- Opening Delimiter -

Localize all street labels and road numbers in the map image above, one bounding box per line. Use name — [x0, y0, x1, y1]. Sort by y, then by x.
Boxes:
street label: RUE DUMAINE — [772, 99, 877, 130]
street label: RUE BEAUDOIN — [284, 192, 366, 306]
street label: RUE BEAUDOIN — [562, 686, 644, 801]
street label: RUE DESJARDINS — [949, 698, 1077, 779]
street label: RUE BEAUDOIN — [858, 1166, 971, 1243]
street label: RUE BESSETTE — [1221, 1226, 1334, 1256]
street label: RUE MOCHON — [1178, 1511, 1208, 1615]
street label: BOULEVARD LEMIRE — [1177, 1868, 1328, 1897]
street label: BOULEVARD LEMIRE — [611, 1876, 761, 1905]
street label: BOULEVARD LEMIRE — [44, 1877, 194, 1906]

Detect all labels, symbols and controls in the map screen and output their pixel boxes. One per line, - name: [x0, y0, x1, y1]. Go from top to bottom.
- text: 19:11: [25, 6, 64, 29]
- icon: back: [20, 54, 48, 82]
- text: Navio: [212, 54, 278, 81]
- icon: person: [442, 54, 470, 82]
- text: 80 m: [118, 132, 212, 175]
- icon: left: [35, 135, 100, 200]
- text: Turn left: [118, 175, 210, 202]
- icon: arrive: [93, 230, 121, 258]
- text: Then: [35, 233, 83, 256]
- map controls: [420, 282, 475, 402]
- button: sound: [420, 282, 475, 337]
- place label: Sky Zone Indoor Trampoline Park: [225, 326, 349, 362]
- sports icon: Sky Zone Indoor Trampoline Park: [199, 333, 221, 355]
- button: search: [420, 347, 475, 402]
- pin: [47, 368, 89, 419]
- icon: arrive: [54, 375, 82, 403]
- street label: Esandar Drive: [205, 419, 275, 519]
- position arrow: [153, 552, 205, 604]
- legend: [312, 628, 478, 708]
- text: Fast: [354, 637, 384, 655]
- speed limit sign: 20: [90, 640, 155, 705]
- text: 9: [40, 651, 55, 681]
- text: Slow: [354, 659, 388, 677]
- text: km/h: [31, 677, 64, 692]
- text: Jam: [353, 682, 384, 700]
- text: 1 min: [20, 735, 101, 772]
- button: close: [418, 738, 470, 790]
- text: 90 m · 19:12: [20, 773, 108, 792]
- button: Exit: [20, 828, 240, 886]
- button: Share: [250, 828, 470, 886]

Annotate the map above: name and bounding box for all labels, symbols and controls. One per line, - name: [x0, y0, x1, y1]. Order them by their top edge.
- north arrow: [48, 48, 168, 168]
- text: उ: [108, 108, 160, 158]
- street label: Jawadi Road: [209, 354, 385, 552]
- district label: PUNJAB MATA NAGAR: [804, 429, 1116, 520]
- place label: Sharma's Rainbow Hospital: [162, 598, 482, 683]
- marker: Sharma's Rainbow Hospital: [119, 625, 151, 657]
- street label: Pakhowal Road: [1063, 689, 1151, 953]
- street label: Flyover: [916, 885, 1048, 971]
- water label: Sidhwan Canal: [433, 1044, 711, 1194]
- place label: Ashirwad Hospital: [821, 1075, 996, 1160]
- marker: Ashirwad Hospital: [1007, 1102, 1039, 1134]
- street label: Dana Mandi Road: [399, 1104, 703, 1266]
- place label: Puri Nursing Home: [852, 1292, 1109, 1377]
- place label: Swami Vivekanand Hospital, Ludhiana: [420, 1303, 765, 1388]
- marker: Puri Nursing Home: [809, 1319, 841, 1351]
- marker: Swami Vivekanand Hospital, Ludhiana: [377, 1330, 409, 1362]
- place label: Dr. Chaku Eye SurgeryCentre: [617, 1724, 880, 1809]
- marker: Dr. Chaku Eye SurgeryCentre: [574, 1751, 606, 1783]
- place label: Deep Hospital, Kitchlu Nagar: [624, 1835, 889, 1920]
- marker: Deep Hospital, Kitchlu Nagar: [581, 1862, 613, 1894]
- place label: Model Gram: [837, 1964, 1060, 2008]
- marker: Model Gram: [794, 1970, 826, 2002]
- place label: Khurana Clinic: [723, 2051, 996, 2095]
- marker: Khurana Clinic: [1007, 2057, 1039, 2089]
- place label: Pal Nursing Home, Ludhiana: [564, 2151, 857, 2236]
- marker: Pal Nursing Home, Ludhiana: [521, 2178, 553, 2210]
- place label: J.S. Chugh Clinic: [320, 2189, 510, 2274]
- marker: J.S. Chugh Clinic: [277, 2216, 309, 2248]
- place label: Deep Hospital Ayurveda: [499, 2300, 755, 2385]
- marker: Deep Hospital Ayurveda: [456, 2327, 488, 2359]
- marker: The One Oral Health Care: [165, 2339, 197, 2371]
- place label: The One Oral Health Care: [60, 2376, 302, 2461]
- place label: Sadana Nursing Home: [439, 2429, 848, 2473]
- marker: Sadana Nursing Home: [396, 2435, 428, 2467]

- Closing Delimiter -

*WHAT IS EXPECTED*: Output every line above without altering anything.

*ANSWER TO THE PROBLEM*:
Localize all street labels and road numbers in the map image above, one bounding box per line. Use name — [x0, y0, x1, y1]. Sort by y, then by x.
Boxes:
street label: RUE DUMAINE — [772, 99, 877, 130]
street label: RUE BEAUDOIN — [284, 192, 366, 306]
street label: RUE BEAUDOIN — [562, 686, 644, 801]
street label: RUE DESJARDINS — [949, 698, 1077, 779]
street label: RUE BEAUDOIN — [858, 1166, 971, 1243]
street label: RUE BESSETTE — [1221, 1226, 1334, 1256]
street label: RUE MOCHON — [1178, 1511, 1208, 1615]
street label: BOULEVARD LEMIRE — [1177, 1868, 1328, 1897]
street label: BOULEVARD LEMIRE — [611, 1876, 761, 1905]
street label: BOULEVARD LEMIRE — [44, 1877, 194, 1906]

Detect all labels, symbols and controls in the map screen and output their pixel boxes. One per line, - name: [x0, y0, x1, y1]. Go from top to bottom.
- text: 19:11: [25, 6, 64, 29]
- icon: back: [20, 54, 48, 82]
- text: Navio: [212, 54, 278, 81]
- icon: person: [442, 54, 470, 82]
- text: 80 m: [118, 132, 212, 175]
- icon: left: [35, 135, 100, 200]
- text: Turn left: [118, 175, 210, 202]
- icon: arrive: [93, 230, 121, 258]
- text: Then: [35, 233, 83, 256]
- map controls: [420, 282, 475, 402]
- button: sound: [420, 282, 475, 337]
- place label: Sky Zone Indoor Trampoline Park: [225, 326, 349, 362]
- sports icon: Sky Zone Indoor Trampoline Park: [199, 333, 221, 355]
- button: search: [420, 347, 475, 402]
- pin: [47, 368, 89, 419]
- icon: arrive: [54, 375, 82, 403]
- street label: Esandar Drive: [205, 419, 275, 519]
- position arrow: [153, 552, 205, 604]
- legend: [312, 628, 478, 708]
- text: Fast: [354, 637, 384, 655]
- speed limit sign: 20: [90, 640, 155, 705]
- text: 9: [40, 651, 55, 681]
- text: Slow: [354, 659, 388, 677]
- text: km/h: [31, 677, 64, 692]
- text: Jam: [353, 682, 384, 700]
- text: 1 min: [20, 735, 101, 772]
- button: close: [418, 738, 470, 790]
- text: 90 m · 19:12: [20, 773, 108, 792]
- button: Exit: [20, 828, 240, 886]
- button: Share: [250, 828, 470, 886]

Annotate the map above: name and bounding box for all labels, symbols and controls. One per line, - name: [x0, y0, x1, y1]. Order them by their top edge.
- north arrow: [48, 48, 168, 168]
- text: उ: [108, 108, 160, 158]
- street label: Jawadi Road: [209, 354, 385, 552]
- district label: PUNJAB MATA NAGAR: [804, 429, 1116, 520]
- place label: Sharma's Rainbow Hospital: [162, 598, 482, 683]
- marker: Sharma's Rainbow Hospital: [119, 625, 151, 657]
- street label: Pakhowal Road: [1063, 689, 1151, 953]
- street label: Flyover: [916, 885, 1048, 971]
- water label: Sidhwan Canal: [433, 1044, 711, 1194]
- place label: Ashirwad Hospital: [821, 1075, 996, 1160]
- marker: Ashirwad Hospital: [1007, 1102, 1039, 1134]
- street label: Dana Mandi Road: [399, 1104, 703, 1266]
- place label: Puri Nursing Home: [852, 1292, 1109, 1377]
- place label: Swami Vivekanand Hospital, Ludhiana: [420, 1303, 765, 1388]
- marker: Puri Nursing Home: [809, 1319, 841, 1351]
- marker: Swami Vivekanand Hospital, Ludhiana: [377, 1330, 409, 1362]
- place label: Dr. Chaku Eye SurgeryCentre: [617, 1724, 880, 1809]
- marker: Dr. Chaku Eye SurgeryCentre: [574, 1751, 606, 1783]
- place label: Deep Hospital, Kitchlu Nagar: [624, 1835, 889, 1920]
- marker: Deep Hospital, Kitchlu Nagar: [581, 1862, 613, 1894]
- place label: Model Gram: [837, 1964, 1060, 2008]
- marker: Model Gram: [794, 1970, 826, 2002]
- place label: Khurana Clinic: [723, 2051, 996, 2095]
- marker: Khurana Clinic: [1007, 2057, 1039, 2089]
- place label: Pal Nursing Home, Ludhiana: [564, 2151, 857, 2236]
- marker: Pal Nursing Home, Ludhiana: [521, 2178, 553, 2210]
- place label: J.S. Chugh Clinic: [320, 2189, 510, 2274]
- marker: J.S. Chugh Clinic: [277, 2216, 309, 2248]
- place label: Deep Hospital Ayurveda: [499, 2300, 755, 2385]
- marker: Deep Hospital Ayurveda: [456, 2327, 488, 2359]
- marker: The One Oral Health Care: [165, 2339, 197, 2371]
- place label: The One Oral Health Care: [60, 2376, 302, 2461]
- place label: Sadana Nursing Home: [439, 2429, 848, 2473]
- marker: Sadana Nursing Home: [396, 2435, 428, 2467]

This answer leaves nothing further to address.